**Prompt:**
Report each line from the listing that the string "position" appears in.

**Given records:**
■ ■ ■ ■ ■

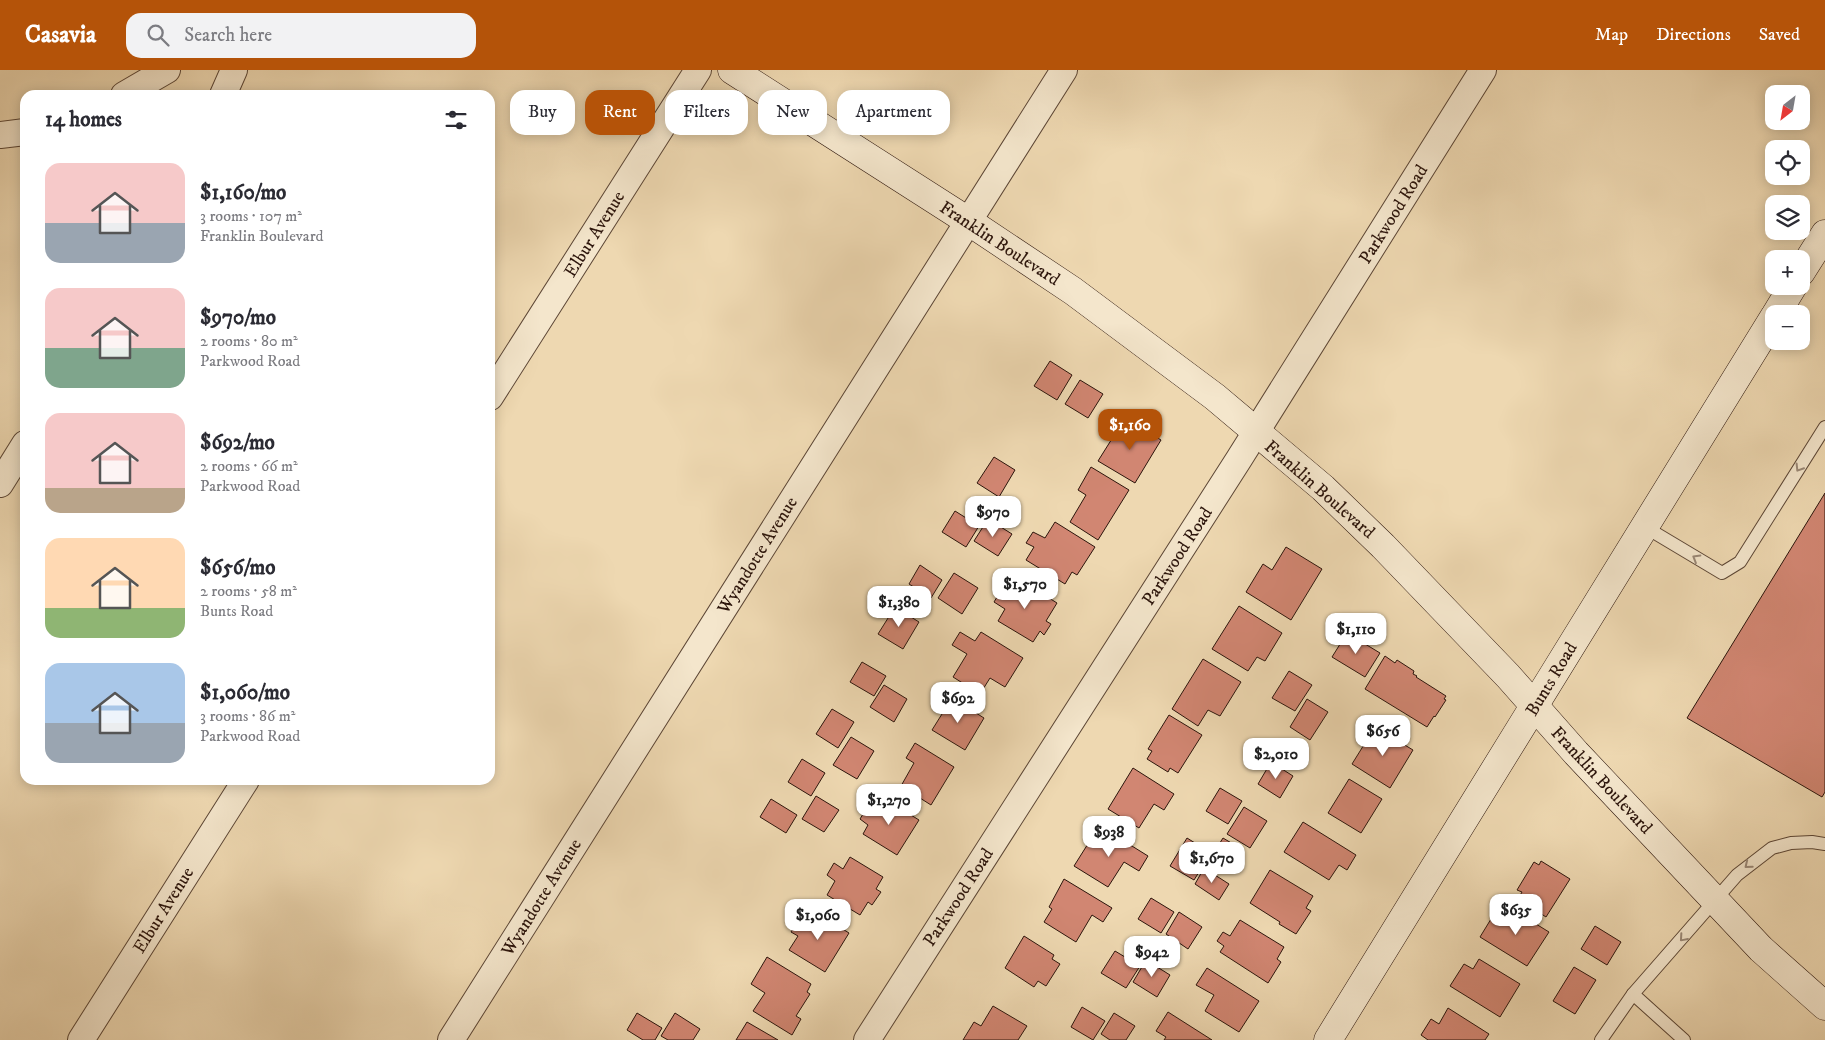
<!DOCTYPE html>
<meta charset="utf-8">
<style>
body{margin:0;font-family:"IM FELL DW Pica",serif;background:#f2f2f3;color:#2b2b33;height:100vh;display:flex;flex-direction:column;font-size:19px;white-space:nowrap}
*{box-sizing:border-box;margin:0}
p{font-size:16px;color:#7c7c81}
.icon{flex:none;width:28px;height:28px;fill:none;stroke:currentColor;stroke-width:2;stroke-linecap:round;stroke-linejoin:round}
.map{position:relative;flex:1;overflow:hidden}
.drawer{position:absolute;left:20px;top:20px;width:475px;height:695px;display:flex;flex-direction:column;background:#fff;border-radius:15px;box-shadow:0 2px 12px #0003}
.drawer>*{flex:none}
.guide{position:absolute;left:510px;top:20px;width:475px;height:45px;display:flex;gap:10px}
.needle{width:32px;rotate:211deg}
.tools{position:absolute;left:1765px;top:15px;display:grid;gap:10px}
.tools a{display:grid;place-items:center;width:45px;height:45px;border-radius:10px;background:#fff;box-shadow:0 2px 12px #0003;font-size:25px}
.price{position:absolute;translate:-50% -42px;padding:0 11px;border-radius:10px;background:#fff;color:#222;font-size:16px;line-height:32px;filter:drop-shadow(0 1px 2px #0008)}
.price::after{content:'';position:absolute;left:50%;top:30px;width:15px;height:11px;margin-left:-8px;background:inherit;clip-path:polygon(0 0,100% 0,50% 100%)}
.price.on{background:#b45309;color:#fff}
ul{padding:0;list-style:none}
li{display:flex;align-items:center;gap:15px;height:125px;padding:0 25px}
li span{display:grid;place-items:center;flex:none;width:140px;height:100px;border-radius:15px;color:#555}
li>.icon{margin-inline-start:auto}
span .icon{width:60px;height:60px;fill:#fffc;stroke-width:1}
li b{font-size:21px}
h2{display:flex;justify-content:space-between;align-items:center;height:60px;padding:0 25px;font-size:21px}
.chip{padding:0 18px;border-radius:15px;background:#fff;box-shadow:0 2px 12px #0003;font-size:18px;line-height:45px}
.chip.on{background:#b45309;color:#fff}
header{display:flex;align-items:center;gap:30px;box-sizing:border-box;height:70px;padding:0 25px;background:#b45309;color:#fff}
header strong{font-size:24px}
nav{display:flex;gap:28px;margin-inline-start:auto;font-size:18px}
.search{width:350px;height:45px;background:#f2f2f3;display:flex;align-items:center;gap:12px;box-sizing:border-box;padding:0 18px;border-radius:15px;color:#7c7c81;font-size:19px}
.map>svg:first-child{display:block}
</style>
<header>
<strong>Casavia</strong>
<div class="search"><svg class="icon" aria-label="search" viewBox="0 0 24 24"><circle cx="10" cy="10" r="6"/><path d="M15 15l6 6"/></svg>Search here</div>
<nav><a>Map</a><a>Directions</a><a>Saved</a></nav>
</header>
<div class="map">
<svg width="1825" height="970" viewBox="0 0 1825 970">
<rect width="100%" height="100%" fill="#eed8b1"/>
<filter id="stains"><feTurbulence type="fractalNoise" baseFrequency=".004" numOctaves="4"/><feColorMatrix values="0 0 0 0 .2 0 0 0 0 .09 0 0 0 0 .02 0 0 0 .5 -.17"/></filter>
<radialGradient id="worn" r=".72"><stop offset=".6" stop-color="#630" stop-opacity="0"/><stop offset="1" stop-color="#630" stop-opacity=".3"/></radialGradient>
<g fill="#d18672" stroke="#2c150c">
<polygon points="1050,291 1072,305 1057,330 1034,316"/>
<polygon points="1080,310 1103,324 1088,348 1065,334"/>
<polygon points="1125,348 1161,370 1135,413 1098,391"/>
<polygon points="994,387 1015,400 999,427 977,413"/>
<polygon points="1091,397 1129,420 1098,470 1070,452 1086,425 1078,420"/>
<polygon points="1825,423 1825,722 1822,727 1687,648"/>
<polygon points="955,441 979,456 966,477 942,462"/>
<polygon points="988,449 1012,464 998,486 974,471"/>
<polygon points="1055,452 1095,477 1077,505 1072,502 1065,514 1026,490 1034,477 1026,473 1033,462 1045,468"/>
<polygon points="1286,477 1322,499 1291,550 1246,522 1263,494 1272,500"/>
<polygon points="920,495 942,510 931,528 909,514"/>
<polygon points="954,503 978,518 962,544 938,528"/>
<polygon points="1022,511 1057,533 1046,551 1051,554 1044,565 1040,561 1033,572 998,551 1005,539 994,532 1006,512 1018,519"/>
<polygon points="1239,536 1282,563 1265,591 1257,587 1248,601 1212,579"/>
<polygon points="895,537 919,552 903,579 878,564"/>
<polygon points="960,562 975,571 981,562 1023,588 1005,617 990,608 980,624 953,607 967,584 952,575"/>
<polygon points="1347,563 1380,583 1365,607 1332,587"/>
<polygon points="1385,586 1395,593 1397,590 1414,601 1413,604 1417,606 1416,607 1446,626 1444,629 1446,630 1435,647 1434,646 1427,657 1365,619"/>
<polygon points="1203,589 1241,612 1220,646 1208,640 1198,656 1172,639"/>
<polygon points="862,592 886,606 874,626 850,612"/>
<polygon points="1289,601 1312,615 1295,641 1272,628"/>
<polygon points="884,615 907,629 894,652 870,637"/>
<polygon points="952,628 984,648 965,680 932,660"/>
<polygon points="1307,629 1328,642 1310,670 1290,657"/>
<polygon points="832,639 854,652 838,678 816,664"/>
<polygon points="1169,645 1202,665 1178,703 1170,698 1168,702 1147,689 1152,681 1148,679"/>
<polygon points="1375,657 1413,680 1390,718 1352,694"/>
<polygon points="851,667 874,681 857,709 833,695"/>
<polygon points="915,673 954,697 931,735 901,716 914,693 906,688"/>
<polygon points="802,689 825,703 811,726 788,712"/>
<polygon points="1271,692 1293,706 1280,728 1258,714"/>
<polygon points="1133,698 1174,724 1164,740 1154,734 1139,758 1108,739"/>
<polygon points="1349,709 1382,729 1361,763 1328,743"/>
<polygon points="1220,718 1242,731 1228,754 1206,741"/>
<polygon points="816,726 839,740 824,762 802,749"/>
<polygon points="771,729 797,745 786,763 760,747"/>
<polygon points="885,729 919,750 897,785 863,764 868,755 860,749 868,736 877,741"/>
<polygon points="1244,737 1267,751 1250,778 1227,764"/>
<polygon points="1303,752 1356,785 1347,800 1339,795 1329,810 1284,782"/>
<polygon points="1103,758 1148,786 1139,801 1124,792 1108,817 1074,796 1091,769 1095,771"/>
<polygon points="1187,768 1211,783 1194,810 1170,796"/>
<polygon points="1223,768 1233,774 1228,782 1218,776"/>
<polygon points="850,787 883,807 876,819 881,822 872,835 868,832 860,845 827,825 835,811 827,805 834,793 843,799"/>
<polygon points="1541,791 1570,809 1546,847 1518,829 1522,822 1517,820 1534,792 1539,795"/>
<polygon points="1204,798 1229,814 1219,830 1195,814"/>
<polygon points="1270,800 1313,826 1306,838 1311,841 1296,864 1279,854 1280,852 1250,833"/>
<polygon points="1064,809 1112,838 1103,852 1092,845 1076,872 1044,852 1052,839 1049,837"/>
<polygon points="1151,828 1174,842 1161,863 1138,849"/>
<polygon points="1510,838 1549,862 1527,896 1480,867 1491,849 1500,855"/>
<polygon points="814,841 849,863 825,902 789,880 798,866 791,862 798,851 805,855"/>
<polygon points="1179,842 1202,857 1188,879 1166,864"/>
<polygon points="1240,850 1284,877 1277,889 1281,892 1268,913 1220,882 1224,876 1217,871 1223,862 1230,866"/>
<polygon points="1595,856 1621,872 1607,895 1581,879"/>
<polygon points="1024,866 1054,885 1052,889 1060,894 1046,916 1038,911 1034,917 1005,898"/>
<polygon points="1115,881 1140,896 1126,918 1101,903"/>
<polygon points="767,887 811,914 807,922 810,924 796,946 801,949 792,965 753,941 765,923 751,914"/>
<polygon points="1479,889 1520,914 1500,947 1450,916 1464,894 1473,899"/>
<polygon points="1146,890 1170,905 1157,927 1133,912"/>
<polygon points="1574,897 1596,910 1575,944 1553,931"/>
<polygon points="1207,898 1259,931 1239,962 1205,941 1214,925 1196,915"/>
<polygon points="993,936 1027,956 1018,970 963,970 974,952 981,956"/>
<polygon points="1082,937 1105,951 1093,970 1071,957"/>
<polygon points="1448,938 1489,964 1485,970 1428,970 1421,965 1431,949 1439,954"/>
<polygon points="1168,942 1212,970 1164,970 1166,967 1156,961"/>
<polygon points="637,943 662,958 655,970 643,970 627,960"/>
<polygon points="675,943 700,959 693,970 668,970 661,966"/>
<polygon points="1114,943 1135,956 1126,970 1110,970 1101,964"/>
<polygon points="747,952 778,970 736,970"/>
</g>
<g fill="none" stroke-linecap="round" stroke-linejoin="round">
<g stroke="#5c4635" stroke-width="14">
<g id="lane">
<polyline points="1645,457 1722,503 1740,492 1825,357"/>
<polyline points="1633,924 1684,970"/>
<polyline points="1601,970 1633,924 1737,805 1772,778 1791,773 1812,772 1825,774"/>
</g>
</g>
<g stroke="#5c4635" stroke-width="28">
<g id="street">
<polyline points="124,25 167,0"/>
<polyline points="223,25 234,0"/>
<polyline points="0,65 25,62"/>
<polyline points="490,327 698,0"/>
<polyline points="0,414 25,374"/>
<polyline points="81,970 246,710"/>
<polyline points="451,970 1064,0"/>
<polyline points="867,970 1239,389 1483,0"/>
</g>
</g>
<g stroke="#2c150c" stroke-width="29">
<g id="secondary">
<polyline points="732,0 968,151 1073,221 1215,327 1323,418 1383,476 1508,606 1576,683 1761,879 1825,936"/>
<polyline points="1801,202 1825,164"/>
<polyline points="1776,244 1793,216"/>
<polyline points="1328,970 1774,247"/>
</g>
</g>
<use href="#lane" stroke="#f4e6cc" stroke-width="12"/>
<use href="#street" stroke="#f4e6cc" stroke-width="26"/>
<use href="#secondary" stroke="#f4e6cc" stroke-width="28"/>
</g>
<defs><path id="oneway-chevron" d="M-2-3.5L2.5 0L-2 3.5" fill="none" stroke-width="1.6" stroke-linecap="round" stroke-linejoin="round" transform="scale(1.25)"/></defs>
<g stroke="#9a8876">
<use href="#oneway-chevron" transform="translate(1799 398) rotate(122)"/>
<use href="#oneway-chevron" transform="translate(1696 488) rotate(-149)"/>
<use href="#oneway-chevron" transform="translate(1748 795) rotate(141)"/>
<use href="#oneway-chevron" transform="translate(1683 868) rotate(131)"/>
</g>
<g text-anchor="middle" stroke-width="4" stroke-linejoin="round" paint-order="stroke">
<g font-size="18" fill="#2c150c" stroke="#f4e6cc">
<text transform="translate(1393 144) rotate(-58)" y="6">Parkwood Road</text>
<text transform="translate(594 164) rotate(-58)" y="6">Elbur Avenue</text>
<text transform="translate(1000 173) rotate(33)" y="6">Franklin Boulevard</text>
<text transform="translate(1320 419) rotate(41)" y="6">Franklin Boulevard</text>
<text transform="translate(757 485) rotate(-58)" y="6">Wyandotte Avenue</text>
<text transform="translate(1177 486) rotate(-57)" y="6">Parkwood Road</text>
<text transform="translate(1551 609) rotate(-59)" y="6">Bunts Road</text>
<text transform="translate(1602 710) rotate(47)" y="6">Franklin Boulevard</text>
<text transform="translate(541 827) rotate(-58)" y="6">Wyandotte Avenue</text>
<text transform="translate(958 827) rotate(-57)" y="6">Parkwood Road</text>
<text transform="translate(163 840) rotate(-58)" y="6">Elbur Avenue</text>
</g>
</g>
<rect width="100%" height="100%" filter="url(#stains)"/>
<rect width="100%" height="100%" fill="url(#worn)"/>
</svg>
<div class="tools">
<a><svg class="needle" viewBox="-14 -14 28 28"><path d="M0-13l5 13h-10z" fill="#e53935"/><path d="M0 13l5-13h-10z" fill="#7c7c81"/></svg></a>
<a><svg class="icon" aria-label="locate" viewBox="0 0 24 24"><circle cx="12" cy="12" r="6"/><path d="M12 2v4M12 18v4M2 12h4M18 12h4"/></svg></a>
<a><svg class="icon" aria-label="layers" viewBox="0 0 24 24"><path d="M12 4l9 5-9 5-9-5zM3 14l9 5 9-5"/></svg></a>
<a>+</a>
<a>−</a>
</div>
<b class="price on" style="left:1130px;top:381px">$1,160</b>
<b class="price" style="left:993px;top:468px">$970</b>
<b class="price" style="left:1025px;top:540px">$1,570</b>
<b class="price" style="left:899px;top:558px">$1,380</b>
<b class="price" style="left:1356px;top:585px">$1,110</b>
<b class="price" style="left:958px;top:654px">$692</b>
<b class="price" style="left:1383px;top:687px">$656</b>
<b class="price" style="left:1276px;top:710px">$2,010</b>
<b class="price" style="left:889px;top:756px">$1,270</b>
<b class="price" style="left:1109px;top:788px">$938</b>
<b class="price" style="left:1212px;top:814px">$1,670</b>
<b class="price" style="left:1516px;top:866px">$635</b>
<b class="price" style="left:818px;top:871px">$1,060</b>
<b class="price" style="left:1152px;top:908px">$942</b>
<div class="guide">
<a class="chip">Buy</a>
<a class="chip on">Rent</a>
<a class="chip">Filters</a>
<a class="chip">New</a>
<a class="chip">Apartment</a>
</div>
<section class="drawer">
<h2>14 homes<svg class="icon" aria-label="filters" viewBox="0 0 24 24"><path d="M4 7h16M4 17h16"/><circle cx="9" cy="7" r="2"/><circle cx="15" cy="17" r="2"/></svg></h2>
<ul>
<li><span style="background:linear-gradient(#f6c9c9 60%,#9aa5b1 0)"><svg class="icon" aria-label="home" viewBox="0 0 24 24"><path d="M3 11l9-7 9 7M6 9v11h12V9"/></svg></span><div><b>$1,160/mo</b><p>3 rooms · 107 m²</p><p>Franklin Boulevard</p></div></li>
<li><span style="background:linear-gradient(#f6c9c9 60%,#7fa58c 0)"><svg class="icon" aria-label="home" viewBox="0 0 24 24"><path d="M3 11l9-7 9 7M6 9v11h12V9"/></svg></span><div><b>$970/mo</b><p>2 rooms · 80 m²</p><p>Parkwood Road</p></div></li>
<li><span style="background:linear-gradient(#f6c9c9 75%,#b9a48a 0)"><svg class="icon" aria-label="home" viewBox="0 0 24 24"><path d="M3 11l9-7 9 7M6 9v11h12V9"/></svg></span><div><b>$692/mo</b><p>2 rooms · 66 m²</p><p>Parkwood Road</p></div></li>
<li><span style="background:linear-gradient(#ffd9b3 70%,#8fb573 0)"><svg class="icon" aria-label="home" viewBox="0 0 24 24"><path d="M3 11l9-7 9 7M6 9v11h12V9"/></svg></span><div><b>$656/mo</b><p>2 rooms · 58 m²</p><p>Bunts Road</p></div></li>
<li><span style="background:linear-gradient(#a9c7e8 60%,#9aa5b1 0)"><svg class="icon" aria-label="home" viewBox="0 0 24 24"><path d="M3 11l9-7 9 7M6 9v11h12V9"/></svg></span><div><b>$1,060/mo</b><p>3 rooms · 86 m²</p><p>Parkwood Road</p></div></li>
</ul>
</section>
</div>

■ ■ ■ ■ ■

**Worked solution:**
.map{position:relative;flex:1;overflow:hidden}
.drawer{position:absolute;left:20px;top:20px;width:475px;height:695px;display:flex;flex-direction:column;background:#fff;border-radius:15px;box-shadow:0 2px 12px #0003}
.guide{position:absolute;left:510px;top:20px;width:475px;height:45px;display:flex;gap:10px}
.tools{position:absolute;left:1765px;top:15px;display:grid;gap:10px}
.price{position:absolute;translate:-50% -42px;padding:0 11px;border-radius:10px;background:#fff;color:#222;font-size:16px;line-height:32px;filter:drop-shadow(0 1px 2px #0008)}
.price::after{content:'';position:absolute;left:50%;top:30px;width:15px;height:11px;margin-left:-8px;background:inherit;clip-path:polygon(0 0,100% 0,50% 100%)}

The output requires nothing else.